The simplest trick for detecting old ARM emulation - ISTR was used on some Gameboy Advance copy protection: store a booby-trap instruction at PC+4 (i.e. the very next one). A real ARM has a pipeline that reads PC+8, while decoding PC+4 and while executing at PC. So the newly-stored instruction should have no effect. An emulator (which didn't emulate the hardware pipeline) would execute it.
The Texas Instrument TI320C40 digital signal processor had even weirder pipeline issues:
- Branch delay slots (https://en.wikipedia.org/wiki/Delay_slot), where one or more instruction(s) after a branch would be executed before the branch actually occurred.
- Load delay slots, where values stored into registers weren't guaranteed to appear until some later instruction. I believe the the value in the register was undefined for several cycles?

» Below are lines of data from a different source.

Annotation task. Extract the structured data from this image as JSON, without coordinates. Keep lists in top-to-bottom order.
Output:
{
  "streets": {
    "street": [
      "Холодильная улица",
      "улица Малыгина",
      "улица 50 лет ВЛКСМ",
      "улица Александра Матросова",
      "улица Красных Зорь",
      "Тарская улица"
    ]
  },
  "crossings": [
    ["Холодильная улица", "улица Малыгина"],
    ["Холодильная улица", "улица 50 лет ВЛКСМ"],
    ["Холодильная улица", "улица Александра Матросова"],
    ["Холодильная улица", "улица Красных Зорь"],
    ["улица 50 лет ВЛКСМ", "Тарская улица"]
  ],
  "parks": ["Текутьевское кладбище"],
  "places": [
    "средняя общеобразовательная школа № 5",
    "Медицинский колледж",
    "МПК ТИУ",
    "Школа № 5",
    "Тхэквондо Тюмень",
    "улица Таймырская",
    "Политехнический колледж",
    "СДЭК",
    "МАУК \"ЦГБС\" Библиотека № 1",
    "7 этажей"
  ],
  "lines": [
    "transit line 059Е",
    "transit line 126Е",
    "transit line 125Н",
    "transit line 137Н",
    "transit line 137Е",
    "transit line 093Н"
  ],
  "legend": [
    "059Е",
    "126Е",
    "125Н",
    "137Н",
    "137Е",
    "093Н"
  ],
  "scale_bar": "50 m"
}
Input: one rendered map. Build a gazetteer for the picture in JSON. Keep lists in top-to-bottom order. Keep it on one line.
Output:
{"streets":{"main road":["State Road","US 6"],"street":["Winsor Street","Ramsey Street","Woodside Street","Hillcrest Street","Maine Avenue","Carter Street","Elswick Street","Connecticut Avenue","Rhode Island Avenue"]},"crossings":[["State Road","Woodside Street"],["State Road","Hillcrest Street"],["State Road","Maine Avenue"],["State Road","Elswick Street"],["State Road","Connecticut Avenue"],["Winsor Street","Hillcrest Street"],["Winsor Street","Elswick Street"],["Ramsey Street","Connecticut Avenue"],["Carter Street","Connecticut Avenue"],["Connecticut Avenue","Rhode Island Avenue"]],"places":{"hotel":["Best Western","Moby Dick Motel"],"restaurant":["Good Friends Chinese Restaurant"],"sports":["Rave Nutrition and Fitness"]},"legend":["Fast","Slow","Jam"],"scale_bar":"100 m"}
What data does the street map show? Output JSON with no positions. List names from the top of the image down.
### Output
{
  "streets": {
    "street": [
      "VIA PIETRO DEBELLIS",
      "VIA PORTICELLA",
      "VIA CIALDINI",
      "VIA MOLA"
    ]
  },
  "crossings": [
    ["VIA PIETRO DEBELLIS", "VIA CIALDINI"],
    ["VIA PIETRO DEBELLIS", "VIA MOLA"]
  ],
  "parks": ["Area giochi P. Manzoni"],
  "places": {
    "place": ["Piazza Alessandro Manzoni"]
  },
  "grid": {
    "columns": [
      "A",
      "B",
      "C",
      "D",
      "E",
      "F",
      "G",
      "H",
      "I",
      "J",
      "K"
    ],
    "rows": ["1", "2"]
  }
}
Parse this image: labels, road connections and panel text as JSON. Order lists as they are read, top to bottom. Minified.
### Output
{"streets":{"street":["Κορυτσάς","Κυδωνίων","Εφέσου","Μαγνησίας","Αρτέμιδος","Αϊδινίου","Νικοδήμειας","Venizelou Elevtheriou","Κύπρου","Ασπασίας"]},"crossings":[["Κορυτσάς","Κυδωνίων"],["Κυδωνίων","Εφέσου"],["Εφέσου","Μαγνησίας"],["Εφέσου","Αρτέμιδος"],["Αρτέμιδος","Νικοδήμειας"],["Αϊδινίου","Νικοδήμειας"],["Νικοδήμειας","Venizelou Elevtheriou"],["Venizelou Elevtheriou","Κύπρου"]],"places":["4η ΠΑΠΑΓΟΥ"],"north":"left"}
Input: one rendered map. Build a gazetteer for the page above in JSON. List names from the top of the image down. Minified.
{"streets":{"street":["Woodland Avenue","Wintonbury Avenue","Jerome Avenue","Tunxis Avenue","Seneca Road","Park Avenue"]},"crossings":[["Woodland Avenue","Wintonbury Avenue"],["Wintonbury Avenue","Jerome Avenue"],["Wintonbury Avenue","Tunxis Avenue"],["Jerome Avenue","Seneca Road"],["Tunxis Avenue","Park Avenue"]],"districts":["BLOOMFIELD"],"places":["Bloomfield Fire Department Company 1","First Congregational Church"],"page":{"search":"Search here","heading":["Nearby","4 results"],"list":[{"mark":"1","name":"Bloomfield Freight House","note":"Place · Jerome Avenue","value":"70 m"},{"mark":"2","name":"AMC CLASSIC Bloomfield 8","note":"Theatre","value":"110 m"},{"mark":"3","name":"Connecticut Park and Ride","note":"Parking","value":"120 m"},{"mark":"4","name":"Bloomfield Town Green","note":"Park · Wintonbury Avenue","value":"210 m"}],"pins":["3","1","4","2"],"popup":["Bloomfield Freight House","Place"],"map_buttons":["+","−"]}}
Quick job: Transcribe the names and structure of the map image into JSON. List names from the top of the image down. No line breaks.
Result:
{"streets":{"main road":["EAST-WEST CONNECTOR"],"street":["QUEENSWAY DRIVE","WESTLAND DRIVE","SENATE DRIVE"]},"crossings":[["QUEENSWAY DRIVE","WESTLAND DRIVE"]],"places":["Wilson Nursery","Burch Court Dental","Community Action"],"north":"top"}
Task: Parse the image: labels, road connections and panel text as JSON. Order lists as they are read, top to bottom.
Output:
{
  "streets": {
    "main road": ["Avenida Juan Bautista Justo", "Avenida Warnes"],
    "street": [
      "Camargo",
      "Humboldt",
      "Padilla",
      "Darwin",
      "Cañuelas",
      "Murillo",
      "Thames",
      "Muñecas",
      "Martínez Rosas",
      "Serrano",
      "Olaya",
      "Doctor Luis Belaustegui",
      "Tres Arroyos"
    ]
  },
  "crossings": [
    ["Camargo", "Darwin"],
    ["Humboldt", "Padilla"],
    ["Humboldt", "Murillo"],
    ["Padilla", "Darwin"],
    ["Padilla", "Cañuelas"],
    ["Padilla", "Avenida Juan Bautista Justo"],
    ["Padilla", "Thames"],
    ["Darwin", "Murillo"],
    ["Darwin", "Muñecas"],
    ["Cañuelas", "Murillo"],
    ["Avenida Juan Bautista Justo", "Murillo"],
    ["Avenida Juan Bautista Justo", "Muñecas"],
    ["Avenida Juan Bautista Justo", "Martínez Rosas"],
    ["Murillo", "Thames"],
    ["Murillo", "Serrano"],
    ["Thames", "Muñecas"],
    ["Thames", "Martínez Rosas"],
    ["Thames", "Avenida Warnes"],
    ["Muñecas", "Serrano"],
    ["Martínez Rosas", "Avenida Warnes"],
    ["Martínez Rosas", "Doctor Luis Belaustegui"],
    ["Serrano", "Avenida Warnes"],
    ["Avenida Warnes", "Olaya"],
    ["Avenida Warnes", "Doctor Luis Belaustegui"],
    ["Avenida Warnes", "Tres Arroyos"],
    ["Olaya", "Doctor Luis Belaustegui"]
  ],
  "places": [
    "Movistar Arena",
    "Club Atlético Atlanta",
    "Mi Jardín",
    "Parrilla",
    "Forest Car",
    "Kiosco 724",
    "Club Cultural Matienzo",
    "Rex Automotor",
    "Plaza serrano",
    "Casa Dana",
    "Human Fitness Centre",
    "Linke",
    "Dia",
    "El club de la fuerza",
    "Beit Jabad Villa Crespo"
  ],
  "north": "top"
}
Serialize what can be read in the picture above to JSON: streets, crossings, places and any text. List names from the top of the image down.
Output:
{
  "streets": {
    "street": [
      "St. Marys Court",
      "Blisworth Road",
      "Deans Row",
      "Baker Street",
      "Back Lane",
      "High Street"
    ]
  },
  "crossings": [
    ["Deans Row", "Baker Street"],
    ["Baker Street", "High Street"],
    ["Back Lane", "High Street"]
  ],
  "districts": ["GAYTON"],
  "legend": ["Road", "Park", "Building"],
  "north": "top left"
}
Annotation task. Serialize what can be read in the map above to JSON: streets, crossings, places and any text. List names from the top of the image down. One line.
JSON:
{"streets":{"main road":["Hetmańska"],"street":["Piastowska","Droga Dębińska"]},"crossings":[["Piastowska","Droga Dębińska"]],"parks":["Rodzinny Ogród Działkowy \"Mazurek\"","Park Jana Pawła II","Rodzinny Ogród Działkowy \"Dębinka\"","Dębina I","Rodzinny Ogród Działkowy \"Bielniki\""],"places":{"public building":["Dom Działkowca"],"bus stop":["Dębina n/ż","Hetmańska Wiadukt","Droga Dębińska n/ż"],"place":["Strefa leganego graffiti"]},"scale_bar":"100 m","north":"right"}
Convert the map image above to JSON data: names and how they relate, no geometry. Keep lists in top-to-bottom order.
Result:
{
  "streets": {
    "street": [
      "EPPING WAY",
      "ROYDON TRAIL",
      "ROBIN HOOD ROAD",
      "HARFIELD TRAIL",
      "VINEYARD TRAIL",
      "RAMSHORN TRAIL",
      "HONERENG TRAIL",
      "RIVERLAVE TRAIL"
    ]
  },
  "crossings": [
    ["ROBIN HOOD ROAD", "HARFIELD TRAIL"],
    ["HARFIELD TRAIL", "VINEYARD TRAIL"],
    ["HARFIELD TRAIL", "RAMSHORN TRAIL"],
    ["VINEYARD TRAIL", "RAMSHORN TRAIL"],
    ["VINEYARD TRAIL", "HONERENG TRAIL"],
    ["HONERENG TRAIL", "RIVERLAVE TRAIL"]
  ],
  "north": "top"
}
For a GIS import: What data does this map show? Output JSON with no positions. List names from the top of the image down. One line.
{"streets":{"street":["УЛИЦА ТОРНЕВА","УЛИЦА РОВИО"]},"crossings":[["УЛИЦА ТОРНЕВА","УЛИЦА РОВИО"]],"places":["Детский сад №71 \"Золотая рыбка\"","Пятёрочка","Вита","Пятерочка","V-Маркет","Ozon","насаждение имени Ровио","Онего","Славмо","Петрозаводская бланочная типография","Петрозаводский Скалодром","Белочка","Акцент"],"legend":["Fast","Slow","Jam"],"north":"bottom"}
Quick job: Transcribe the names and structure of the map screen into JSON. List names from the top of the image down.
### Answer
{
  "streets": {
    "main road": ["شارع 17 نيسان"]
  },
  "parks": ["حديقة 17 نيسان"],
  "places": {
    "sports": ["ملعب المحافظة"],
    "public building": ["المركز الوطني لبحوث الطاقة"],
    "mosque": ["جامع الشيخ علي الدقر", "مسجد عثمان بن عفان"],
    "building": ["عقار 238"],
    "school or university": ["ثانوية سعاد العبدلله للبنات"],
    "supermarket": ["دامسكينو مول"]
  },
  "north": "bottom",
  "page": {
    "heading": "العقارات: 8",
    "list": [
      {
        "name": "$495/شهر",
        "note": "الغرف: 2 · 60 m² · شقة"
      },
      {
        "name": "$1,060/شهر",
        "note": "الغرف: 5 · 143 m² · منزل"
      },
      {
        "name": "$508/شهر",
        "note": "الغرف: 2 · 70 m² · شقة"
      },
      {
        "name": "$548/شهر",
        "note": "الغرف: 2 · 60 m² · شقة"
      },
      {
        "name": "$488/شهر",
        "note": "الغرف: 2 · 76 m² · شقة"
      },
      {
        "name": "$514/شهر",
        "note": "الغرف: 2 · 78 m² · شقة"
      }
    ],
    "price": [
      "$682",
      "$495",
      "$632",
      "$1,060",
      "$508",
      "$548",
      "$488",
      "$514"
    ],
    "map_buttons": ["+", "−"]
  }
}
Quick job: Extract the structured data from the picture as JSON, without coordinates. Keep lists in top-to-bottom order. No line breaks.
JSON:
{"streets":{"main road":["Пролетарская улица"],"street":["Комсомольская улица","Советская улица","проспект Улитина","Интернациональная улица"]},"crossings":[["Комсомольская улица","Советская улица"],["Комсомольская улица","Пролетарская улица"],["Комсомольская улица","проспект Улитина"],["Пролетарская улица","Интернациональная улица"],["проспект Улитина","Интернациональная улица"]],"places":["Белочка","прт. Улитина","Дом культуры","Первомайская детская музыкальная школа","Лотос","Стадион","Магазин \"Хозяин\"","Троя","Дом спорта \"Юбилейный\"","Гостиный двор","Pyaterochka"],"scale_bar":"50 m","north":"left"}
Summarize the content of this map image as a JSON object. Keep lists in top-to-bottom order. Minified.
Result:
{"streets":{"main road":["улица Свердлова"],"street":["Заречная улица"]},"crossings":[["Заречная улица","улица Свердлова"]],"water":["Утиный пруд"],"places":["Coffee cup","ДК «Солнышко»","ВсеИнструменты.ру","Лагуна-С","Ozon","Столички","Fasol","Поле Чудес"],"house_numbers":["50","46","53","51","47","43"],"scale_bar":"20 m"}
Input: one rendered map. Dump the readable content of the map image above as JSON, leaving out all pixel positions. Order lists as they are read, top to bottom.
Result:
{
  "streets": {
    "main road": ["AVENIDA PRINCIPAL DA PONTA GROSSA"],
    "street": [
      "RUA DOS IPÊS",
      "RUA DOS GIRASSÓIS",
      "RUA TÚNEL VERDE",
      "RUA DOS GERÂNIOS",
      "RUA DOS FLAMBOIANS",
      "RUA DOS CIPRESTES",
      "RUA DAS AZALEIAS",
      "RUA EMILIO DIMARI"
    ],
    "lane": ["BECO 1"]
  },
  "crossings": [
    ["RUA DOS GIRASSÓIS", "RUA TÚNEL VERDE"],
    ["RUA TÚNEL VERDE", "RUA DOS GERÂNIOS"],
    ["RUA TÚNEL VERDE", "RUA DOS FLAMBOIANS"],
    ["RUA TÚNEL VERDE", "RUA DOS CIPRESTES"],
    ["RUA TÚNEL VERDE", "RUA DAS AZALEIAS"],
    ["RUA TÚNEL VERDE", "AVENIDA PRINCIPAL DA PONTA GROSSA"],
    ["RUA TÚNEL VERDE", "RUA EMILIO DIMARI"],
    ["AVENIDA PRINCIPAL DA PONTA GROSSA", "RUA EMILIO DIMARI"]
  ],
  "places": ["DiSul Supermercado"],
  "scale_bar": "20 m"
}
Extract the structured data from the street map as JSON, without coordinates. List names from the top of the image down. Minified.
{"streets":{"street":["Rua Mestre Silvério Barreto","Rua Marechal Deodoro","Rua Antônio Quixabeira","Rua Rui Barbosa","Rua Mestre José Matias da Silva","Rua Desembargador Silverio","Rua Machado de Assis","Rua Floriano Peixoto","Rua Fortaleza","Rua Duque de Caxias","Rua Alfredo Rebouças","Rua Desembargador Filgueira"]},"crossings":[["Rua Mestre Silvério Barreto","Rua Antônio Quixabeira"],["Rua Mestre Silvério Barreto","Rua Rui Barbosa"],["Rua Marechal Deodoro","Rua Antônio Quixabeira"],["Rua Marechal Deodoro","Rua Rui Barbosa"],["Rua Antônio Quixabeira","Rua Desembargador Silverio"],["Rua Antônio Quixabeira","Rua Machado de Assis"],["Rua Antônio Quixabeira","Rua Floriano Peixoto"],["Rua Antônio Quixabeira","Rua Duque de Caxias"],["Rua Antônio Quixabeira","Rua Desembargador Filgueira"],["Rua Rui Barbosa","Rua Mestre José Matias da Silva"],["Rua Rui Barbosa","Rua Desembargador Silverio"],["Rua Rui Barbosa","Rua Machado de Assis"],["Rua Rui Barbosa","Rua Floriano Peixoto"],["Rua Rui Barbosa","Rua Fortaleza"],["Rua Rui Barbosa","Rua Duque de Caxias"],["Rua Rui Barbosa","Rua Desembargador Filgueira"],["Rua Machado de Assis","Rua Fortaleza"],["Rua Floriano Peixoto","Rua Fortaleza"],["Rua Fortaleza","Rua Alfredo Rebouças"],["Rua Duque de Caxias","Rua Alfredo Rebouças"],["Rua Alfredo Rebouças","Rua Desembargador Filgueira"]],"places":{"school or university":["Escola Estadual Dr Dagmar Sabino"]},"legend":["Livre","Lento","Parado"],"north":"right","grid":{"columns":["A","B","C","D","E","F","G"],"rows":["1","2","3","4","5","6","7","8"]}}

Writing tightly-optimized assembly code for these chips was pretty horrible, sort of like playing an unusually tasteless Zachtronics clone.
It was also kinda awesome because, as long as you were willing to spend days to optimize one page of code, you could get so much performance out of it.
Things like deliberately using the fact that multiplies only write the results into a register ~6 cycles later, means you can use that register for a bunch of other stuff in the meantime, and then on the 6th cycle the results would magically appear.
Basically, for those 6 cycles, you had no registers in-use for either the source operands or destination of the multiplication.
Obviously this is also pipelinable - you can start more multiplies while the first is running, using the same source and destination registers, but meanwhile you've used other instructions to load more data into the inputs and do something else with the outputs.
Another sibling comment here references it obliquely but on x86 the prefetch queue produces similar behaviour, until Intel decided to detect SMC on the Pentium and newer CPUs so that modifying the instruction about to be executed will always have an effect.
However, someone much later found another undetected edge-case: a self-overwriting repeated string instruction.
Some pipelined CPUs have retained compatibility with self-modifying code and detect when you overwrite an instruction that is on the pipeline and flush it.
X86 has that machinery although I'm not sure if they dropped it eventually on the 64-bit variant.
Mednafen it's fine too. Altough VBA... there's VBA-M which is much better than the original one, where the audio code for it was very bad and it glitched under GNU/Linux and BSD a lot.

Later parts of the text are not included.